### Your objective
Your reply must be one number: the count of lines in the data below that contain "البنا".

### Records shown
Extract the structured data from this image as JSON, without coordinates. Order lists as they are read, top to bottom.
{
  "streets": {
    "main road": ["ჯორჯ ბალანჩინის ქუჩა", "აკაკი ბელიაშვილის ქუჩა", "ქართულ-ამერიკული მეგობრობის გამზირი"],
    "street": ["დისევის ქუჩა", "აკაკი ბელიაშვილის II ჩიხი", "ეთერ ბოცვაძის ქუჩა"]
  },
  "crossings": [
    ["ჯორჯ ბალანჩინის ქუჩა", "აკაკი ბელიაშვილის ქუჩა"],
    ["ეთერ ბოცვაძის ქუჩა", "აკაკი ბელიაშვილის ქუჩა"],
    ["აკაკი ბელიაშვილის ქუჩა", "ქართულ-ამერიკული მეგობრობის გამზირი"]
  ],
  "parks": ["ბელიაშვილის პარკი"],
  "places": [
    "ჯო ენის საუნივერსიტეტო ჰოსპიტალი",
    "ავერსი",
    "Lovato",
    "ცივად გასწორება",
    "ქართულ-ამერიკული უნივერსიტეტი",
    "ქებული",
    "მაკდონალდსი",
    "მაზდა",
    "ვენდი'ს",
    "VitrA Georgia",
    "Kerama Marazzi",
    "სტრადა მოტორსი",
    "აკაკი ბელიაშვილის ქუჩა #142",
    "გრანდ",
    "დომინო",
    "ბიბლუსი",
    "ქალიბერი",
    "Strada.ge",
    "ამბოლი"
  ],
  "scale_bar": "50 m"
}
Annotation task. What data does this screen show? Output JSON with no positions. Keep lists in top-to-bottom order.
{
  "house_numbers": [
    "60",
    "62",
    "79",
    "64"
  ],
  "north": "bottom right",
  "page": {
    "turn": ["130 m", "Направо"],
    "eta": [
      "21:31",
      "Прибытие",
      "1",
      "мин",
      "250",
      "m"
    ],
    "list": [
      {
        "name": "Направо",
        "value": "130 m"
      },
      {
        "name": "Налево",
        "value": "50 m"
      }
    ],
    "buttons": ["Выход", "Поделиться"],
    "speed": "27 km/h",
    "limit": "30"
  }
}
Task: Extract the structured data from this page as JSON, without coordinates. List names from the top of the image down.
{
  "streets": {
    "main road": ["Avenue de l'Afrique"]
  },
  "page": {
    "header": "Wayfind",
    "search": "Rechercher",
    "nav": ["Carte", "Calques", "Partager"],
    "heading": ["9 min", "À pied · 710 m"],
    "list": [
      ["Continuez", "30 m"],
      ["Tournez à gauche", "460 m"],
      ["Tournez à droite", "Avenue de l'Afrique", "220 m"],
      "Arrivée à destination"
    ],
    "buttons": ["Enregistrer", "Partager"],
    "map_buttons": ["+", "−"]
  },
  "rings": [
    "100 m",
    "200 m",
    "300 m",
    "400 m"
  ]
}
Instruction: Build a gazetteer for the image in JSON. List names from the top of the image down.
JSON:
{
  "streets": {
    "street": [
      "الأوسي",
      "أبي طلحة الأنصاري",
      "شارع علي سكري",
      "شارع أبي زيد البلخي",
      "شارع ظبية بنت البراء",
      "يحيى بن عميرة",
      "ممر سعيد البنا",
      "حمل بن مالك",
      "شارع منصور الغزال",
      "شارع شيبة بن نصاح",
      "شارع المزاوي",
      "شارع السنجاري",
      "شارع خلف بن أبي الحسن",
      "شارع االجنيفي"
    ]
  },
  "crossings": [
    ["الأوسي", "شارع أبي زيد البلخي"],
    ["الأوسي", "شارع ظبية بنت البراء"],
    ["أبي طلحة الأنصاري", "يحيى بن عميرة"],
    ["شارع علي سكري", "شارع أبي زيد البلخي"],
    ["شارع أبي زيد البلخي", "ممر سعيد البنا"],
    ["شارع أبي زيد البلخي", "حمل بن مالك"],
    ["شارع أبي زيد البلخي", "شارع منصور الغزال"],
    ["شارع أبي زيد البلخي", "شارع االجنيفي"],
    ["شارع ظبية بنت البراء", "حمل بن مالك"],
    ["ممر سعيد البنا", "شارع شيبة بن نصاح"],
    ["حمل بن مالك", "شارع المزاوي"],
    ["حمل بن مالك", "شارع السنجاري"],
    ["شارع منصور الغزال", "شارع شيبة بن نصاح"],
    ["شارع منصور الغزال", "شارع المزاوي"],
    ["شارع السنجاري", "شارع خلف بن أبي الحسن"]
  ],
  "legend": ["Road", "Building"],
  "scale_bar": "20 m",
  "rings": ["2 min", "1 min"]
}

### Result for this exercise
3